#### EXERCISE INPUTS

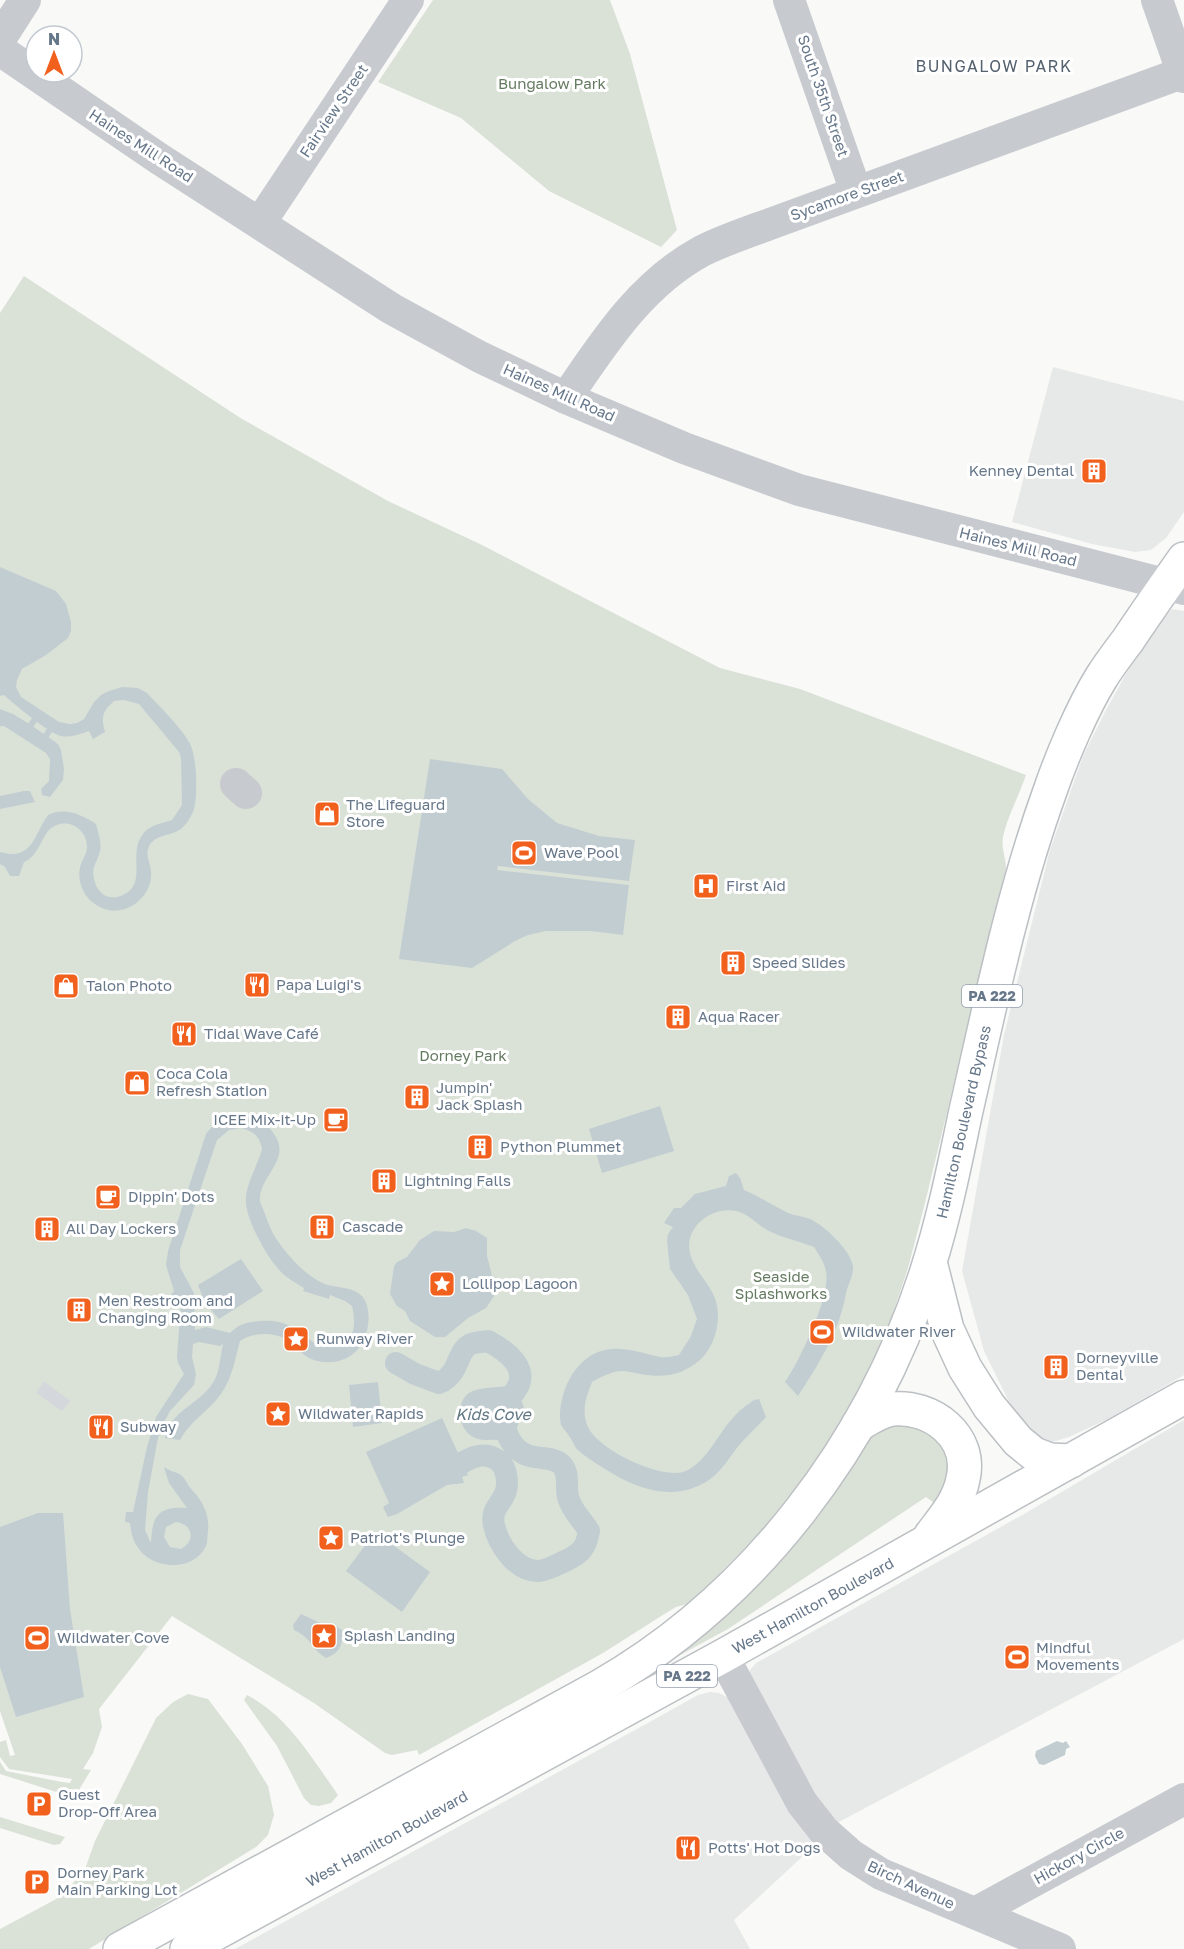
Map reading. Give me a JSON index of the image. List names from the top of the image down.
{
  "streets": {
    "main road": ["PA 222", "Hamilton Boulevard Bypass", "West Hamilton Boulevard"],
    "street": [
      "South 35th Street",
      "Fairview Street",
      "Haines Mill Road",
      "Sycamore Street",
      "Hickory Circle",
      "Birch Avenue"
    ]
  },
  "crossings": [
    ["South 35th Street", "Sycamore Street"],
    ["Fairview Street", "Haines Mill Road"],
    ["Haines Mill Road", "Sycamore Street"],
    ["Haines Mill Road", "Hamilton Boulevard Bypass"],
    ["Hamilton Boulevard Bypass", "West Hamilton Boulevard"],
    ["West Hamilton Boulevard", "Birch Avenue"],
    ["Hickory Circle", "Birch Avenue"]
  ],
  "districts": ["BUNGALOW PARK"],
  "water": ["Kids Cove"],
  "parks": ["Bungalow Park", "Dorney Park", "Seaside Splashworks"],
  "places": {
    "building": [
      "Kenney Dental",
      "Speed Slides",
      "Aqua Racer",
      "Jumpin' Jack Splash",
      "Python Plummet",
      "Lightning Falls",
      "Cascade",
      "All Day Lockers",
      "Men Restroom and Changing Room",
      "Dorneyville Dental"
    ],
    "shop": ["The Lifeguard Store", "Talon Photo", "Coca Cola Refresh Station"],
    "sports": [
      "Wave Pool",
      "Wildwater River",
      "Wildwater Cove",
      "Mindful Movements"
    ],
    "hospital": ["First Aid"],
    "restaurant": [
      "Papa Luigi's",
      "Tidal Wave Café",
      "Subway",
      "Potts' Hot Dogs"
    ],
    "cafe": ["ICEE Mix-it-Up", "Dippin' Dots"],
    "place": [
      "Lollipop Lagoon",
      "Runway River",
      "Wildwater Rapids",
      "Patriot's Plunge",
      "Splash Landing"
    ],
    "parking": ["Guest Drop-Off Area", "Dorney Park Main Parking Lot"]
  },
  "north": "top"
}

########

WHAT NEEDS TO BE DONE — Scan the entries above and return each line that holds "Birch".

REPLY TO THE TASK —
      "Birch Avenue"
    ["West Hamilton Boulevard", "Birch Avenue"],
    ["Hickory Circle", "Birch Avenue"]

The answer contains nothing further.